For the first time since the Disneyland measles outbreak was first reported by the California Department of Public Health (CDPH) in early January, health officials reported no new measles cases in the state.
According to a CDPH update Mar. 20, since December, 2014, there have been 133 confirmed measles cases reported in California residents. No new confirmed cases have been reported to CDPH since the publication of the last report on March 13, 2015
Does this mean the outbreak in the Golden State is over? Not quite yet.
CDPH officials say the outbreak will be considered over when 42 days have elapsed from the end of the infectious period of the last known B3 measles cases that was a not a new importation. As of today (Mar. 20), that date will be April 17, 2015.
The national measles outbreak data from the CDC as of Mar. 13 shows 176 people from 17 states and the District of Columbia were reported to have measles.

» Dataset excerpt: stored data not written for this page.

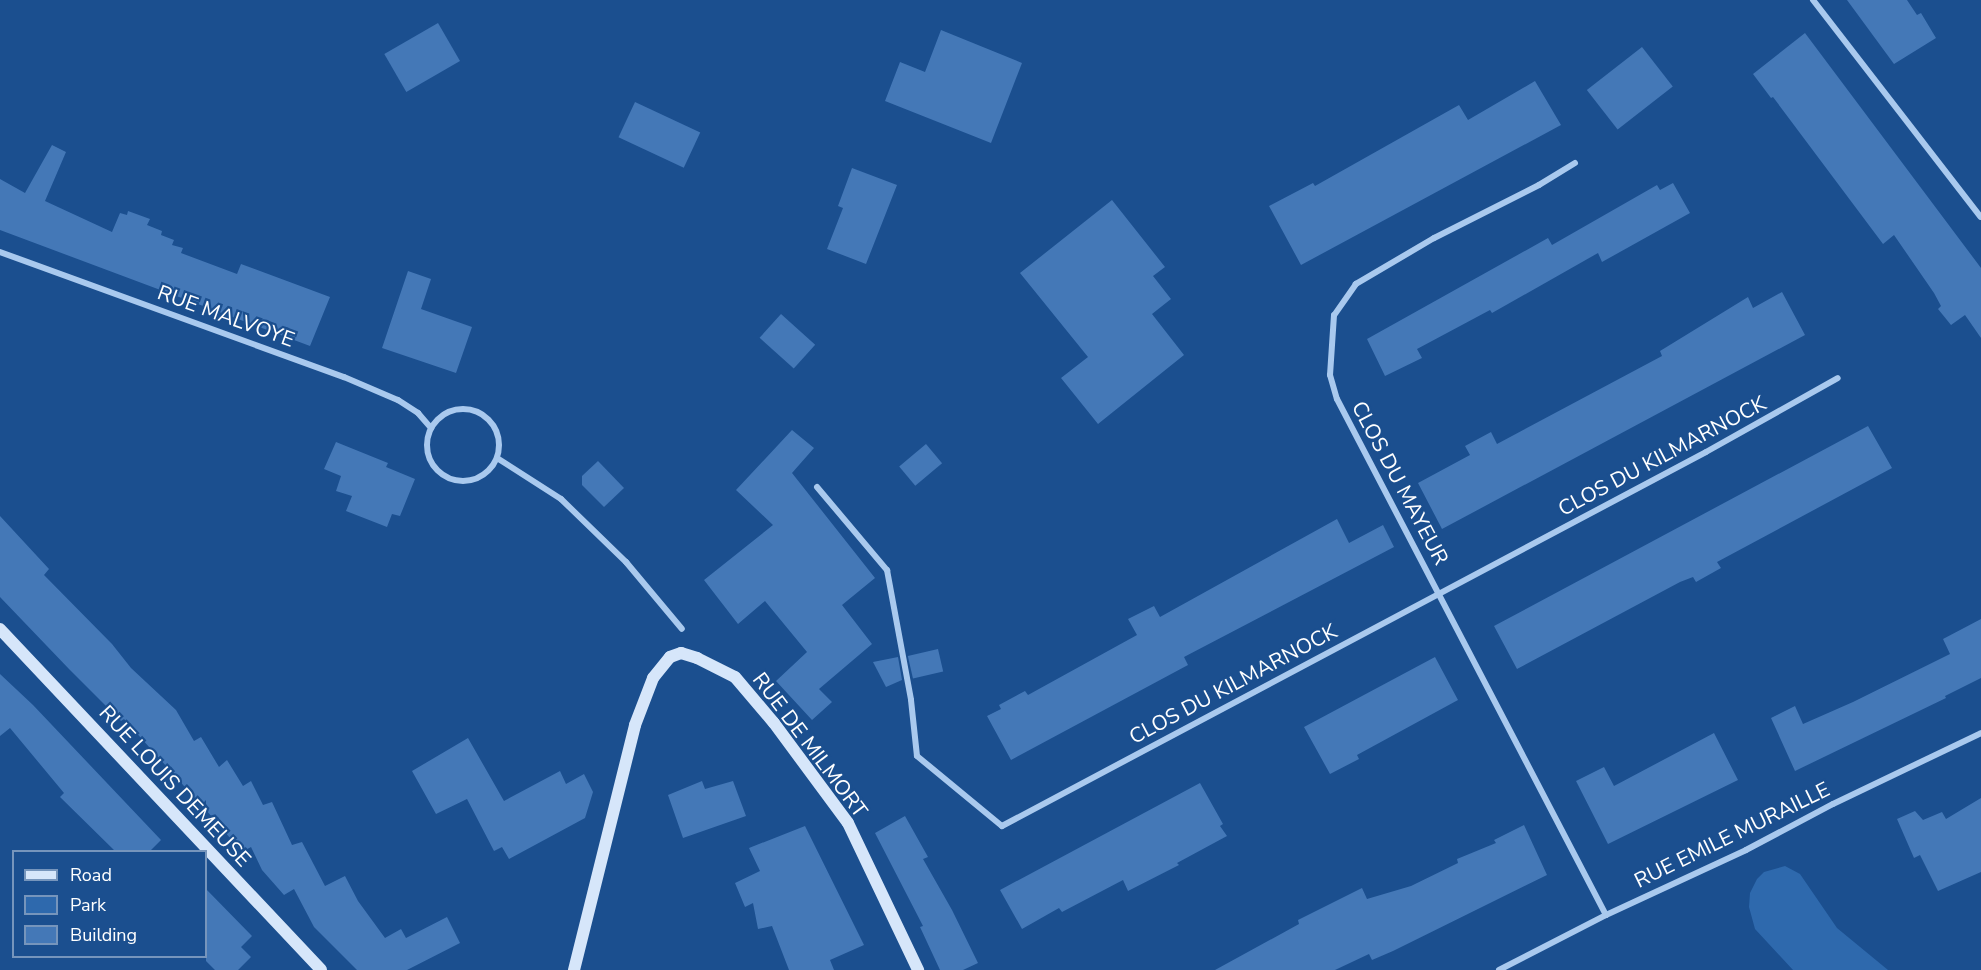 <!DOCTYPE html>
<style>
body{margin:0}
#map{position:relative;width:1981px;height:970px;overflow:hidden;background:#1b4f8f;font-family:"Nunito Sans",sans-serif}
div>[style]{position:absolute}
.green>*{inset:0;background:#2e69ad}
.building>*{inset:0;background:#4478b7;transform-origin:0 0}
.street>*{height:6px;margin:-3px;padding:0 3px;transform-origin:3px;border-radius:3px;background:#a9c9ee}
.street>.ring{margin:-3px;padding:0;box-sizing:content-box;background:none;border:6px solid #a9c9ee;border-radius:50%}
.secondary>*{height:12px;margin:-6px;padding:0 6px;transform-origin:6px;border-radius:6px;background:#d6e6fa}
span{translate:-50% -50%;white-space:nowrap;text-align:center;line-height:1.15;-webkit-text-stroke:4.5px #1b4f8f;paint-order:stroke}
.street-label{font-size:21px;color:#fff}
.legend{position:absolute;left:12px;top:850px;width:195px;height:108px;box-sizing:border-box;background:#1b4f8f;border:2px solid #7695bc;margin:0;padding:8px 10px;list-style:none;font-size:18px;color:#fff}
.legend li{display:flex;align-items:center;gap:12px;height:30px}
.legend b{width:30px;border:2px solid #7695bc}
</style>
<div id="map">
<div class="green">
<div style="clip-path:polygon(1785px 866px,1800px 874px,1837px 928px,1888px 970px,1793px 970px,1755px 929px,1749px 907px,1750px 893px,1757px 879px,1764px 872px)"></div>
</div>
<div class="building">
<div style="clip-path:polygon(1847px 0,1907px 0,1917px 15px,1921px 13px,1936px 38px,1894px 64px)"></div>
<div style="left:438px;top:23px;width:44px;height:62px;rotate:60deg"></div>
<div style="clip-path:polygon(941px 30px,1022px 63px,991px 143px,885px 101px,900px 62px,925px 72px)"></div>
<div style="clip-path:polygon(1805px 33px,1981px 268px,1981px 338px,1965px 315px,1951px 325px,1938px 309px,1941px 306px,1934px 293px,1894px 235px,1883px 244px,1773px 97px,1771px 98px,1753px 74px)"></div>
<div style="left:1642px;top:47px;width:50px;height:70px;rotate:52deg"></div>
<div style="clip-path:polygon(1535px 81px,1561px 125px,1301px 265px,1269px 206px,1313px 183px,1315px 186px,1459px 105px,1468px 120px)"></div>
<div style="left:635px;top:102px;width:72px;height:39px;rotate:25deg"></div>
<div style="clip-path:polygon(52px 145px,66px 152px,45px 201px,112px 232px,120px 213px,127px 215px,128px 211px,150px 219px,147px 225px,162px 231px,161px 235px,174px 240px,172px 245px,183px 248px,181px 253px,237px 274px,241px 264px,330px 297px,310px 346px,0 230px,0 179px,25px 193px)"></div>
<div style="clip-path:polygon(852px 168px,897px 185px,866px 264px,827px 249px,843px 208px,838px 206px)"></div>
<div style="clip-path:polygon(1673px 183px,1690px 213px,1602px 262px,1598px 253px,1492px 313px,1490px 310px,1417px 349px,1422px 358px,1385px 376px,1367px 339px,1548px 238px,1552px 245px,1657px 185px,1660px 190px)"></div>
<div style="clip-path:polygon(1112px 200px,1165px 267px,1153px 276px,1171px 299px,1152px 314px,1184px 355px,1098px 424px,1061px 378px,1088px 357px,1020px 273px)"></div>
<div style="clip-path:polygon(408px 271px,431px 279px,421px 309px,472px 327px,456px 373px,382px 348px)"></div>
<div style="clip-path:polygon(1782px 292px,1805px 335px,1442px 529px,1418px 483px,1470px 455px,1465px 446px,1491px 432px,1497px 444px,1662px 356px,1660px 351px,1748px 297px,1753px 308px)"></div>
<div style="left:781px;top:314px;width:46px;height:32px;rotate:42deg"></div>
<div style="clip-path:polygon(1868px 426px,1892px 468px,1717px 562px,1721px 568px,1696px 582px,1693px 577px,1680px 582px,1517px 669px,1494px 626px)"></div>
<div style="clip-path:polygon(792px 430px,814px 448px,792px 473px,875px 578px,842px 605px,872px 644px,819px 689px,832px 702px,812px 720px,776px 681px,807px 652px,765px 601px,738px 624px,704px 580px,773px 525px,736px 490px)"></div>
<div style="clip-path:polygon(336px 442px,388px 463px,386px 467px,415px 479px,400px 516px,392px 514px,387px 527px,346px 511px,352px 496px,336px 491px,341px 476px,324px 469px)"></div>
<div style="left:926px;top:444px;width:25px;height:35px;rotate:50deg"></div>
<div style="clip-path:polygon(598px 461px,624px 488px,604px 507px,582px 485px,582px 476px)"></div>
<div style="clip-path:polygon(0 516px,49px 569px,44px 575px,112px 644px,131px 668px,176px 710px,194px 741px,201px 737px,219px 767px,227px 760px,243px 786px,251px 781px,263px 805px,272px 802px,292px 845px,302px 842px,325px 886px,345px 876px,358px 901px,385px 938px,401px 929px,406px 938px,447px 917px,460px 943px,407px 970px,357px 970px,314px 927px,294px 889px,284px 895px,262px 870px,251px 847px,242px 852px,206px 810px,206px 800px,201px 805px,124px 719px,121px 721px,69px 669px,0 597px)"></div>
<div style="clip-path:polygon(1337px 519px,1349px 543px,1383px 525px,1394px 547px,1184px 657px,1188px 665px,1011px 760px,987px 716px,1001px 709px,999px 705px,1025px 691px,1028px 695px,1137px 635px,1128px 619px,1154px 606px,1160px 617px)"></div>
<div style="clip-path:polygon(1981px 619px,1981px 678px,1945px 696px,1946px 698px,1795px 771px,1771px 718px,1795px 706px,1803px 724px,1853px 702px,1950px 654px,1943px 639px)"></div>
<div style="left:938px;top:649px;width:23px;height:31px;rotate:77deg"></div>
<div style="clip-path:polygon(898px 657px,902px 680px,886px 687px,873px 662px)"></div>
<div style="clip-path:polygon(1435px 657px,1458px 700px,1357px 755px,1359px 759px,1330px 774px,1304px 727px)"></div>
<div style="clip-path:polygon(0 674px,33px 705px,161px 840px,149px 852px,116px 852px,60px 797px,64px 793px,10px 728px,0 736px)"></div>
<div style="clip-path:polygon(1714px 733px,1738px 780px,1608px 844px,1576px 781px,1604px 767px,1614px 786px)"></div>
<div style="clip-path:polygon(468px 738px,504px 801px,560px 771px,566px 784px,584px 774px,593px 792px,585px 818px,509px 859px,502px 847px,494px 851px,467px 799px,436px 814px,412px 771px)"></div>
<div style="clip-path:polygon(702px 781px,705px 789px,733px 781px,746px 816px,683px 838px,668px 795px)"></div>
<div style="clip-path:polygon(1200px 783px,1223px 824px,1220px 826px,1227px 836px,1177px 863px,1179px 865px,1128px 891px,1123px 880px,1062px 912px,1059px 908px,1022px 929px,1000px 890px)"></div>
<div style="clip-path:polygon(1981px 798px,1981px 872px,1938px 891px,1920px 855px,1914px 858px,1897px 819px,1915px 811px,1923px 820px,1942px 812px,1946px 819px)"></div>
<div style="clip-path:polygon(905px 816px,928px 857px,923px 859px,952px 910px,978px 963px,963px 970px,940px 970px,920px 927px,923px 926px,875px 833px)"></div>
<div style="clip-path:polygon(1524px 825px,1547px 875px,1393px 951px,1372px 960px,1369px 954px,1335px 970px,1215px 970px,1299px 924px,1298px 920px,1362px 888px,1367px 899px,1411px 886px,1458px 863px,1457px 859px,1496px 843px,1494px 840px)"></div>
<div style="clip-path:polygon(805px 826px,864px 945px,830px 960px,834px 970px,789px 970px,772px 926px,758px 929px,753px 903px,745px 907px,735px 883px,760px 871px,749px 848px)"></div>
<div style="clip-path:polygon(206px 889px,252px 936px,241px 947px,251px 957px,238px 970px,215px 970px,206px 961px)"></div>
</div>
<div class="street">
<div style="left:1813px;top:0;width:274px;rotate:52.3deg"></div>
<div style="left:1575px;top:163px;width:42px;rotate:148.6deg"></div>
<div style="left:1539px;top:185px;width:118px;rotate:153.2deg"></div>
<div style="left:1434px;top:238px;width:91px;rotate:149.5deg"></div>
<div style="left:1356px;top:284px;width:38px;rotate:125deg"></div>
<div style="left:1334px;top:315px;width:60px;rotate:93.8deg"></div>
<div style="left:1330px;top:375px;width:25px;rotate:74deg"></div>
<div style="left:1337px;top:399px;width:582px;rotate:62.47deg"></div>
<div style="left:0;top:252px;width:366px;rotate:20deg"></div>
<div style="left:344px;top:377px;width:59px;rotate:23.1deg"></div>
<div style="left:398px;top:400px;width:24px;rotate:33deg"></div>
<div style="left:418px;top:413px;width:20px;rotate:49deg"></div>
<div class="ring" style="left:427px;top:409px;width:66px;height:66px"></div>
<div style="left:497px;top:458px;width:76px;rotate:32.6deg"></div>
<div style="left:561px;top:499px;width:91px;rotate:44.1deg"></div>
<div style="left:626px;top:562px;width:87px;rotate:50.1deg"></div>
<div style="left:817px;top:487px;width:109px;rotate:49.9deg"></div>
<div style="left:887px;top:570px;width:132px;rotate:79.5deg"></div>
<div style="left:911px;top:700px;width:56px;rotate:83.9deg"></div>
<div style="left:917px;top:756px;width:110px;rotate:39.5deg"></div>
<div style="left:1002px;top:826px;width:797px;rotate:-27.98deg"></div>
<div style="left:1706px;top:452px;width:151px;rotate:-29.3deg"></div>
<div style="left:1499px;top:970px;width:120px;rotate:-27.2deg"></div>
<div style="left:1606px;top:915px;width:154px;rotate:-24.9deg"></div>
<div style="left:1746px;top:850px;width:98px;rotate:-27.9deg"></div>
<div style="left:1833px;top:804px;width:164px;rotate:-25.6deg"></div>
</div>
<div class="secondary">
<div style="left:0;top:629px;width:468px;rotate:46.7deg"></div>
<div style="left:574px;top:970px;width:252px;rotate:-76deg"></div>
<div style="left:635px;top:725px;width:50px;rotate:-69deg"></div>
<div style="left:653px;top:678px;width:27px;rotate:-51deg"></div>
<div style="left:670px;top:657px;width:12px;rotate:-20deg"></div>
<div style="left:681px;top:653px;width:17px;rotate:17deg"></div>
<div style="left:697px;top:658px;width:42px;rotate:26.6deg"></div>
<div style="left:735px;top:677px;width:60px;rotate:49.7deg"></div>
<div style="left:774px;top:723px;width:124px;rotate:53.5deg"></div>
<div style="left:848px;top:823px;width:163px;rotate:64.5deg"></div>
</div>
<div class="street-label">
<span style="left:226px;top:316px;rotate:20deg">RUE MALVOYE</span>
<span style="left:1662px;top:456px;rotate:-28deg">CLOS DU KILMARNOCK</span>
<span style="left:1400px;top:483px;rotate:62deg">CLOS DU MAYEUR</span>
<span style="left:1233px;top:684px;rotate:-28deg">CLOS DU KILMARNOCK</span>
<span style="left:810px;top:745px;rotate:53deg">RUE DE MILMORT</span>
<span style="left:175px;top:786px;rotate:47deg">RUE LOUIS DEMEUSE</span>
<span style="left:1732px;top:835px;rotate:-26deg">RUE EMILE MURAILLE</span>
</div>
<ul class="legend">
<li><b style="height:8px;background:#d6e6fa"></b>Road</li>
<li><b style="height:16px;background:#2e69ad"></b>Park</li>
<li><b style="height:16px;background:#4478b7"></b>Building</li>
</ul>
</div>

Measles is a highly contagious viral disease. It is widespread in many parts of the world, including Europe, Africa, and Asia. Measles begins with a fever that lasts for a couple of days, followed by a cough, runny nose, conjunctivitis (pink eye), and a rash. The rash typically appears first on the face, along the hairline, and behind the ears and then affects the rest of the body. Infected people are usually contagious from about 4 days before their rash starts to 4 days afterwards.
The Centers for Disease Control and Prevention recommends two doses of the MMR vaccine for prevention: the first at 12 months of age, and the second between ages 4 – 6.
Complications from measles are more common in children younger than 5 years old and adults 20 years and older. Complications can include diarrhea, ear infection and pneumonia. Death can occur from severecomplications and the risk is higher among younger children and adults. There is no treatment for measles. Bed rest, fluids and fever control are recommended. People with complications may need treatment for their specific problem.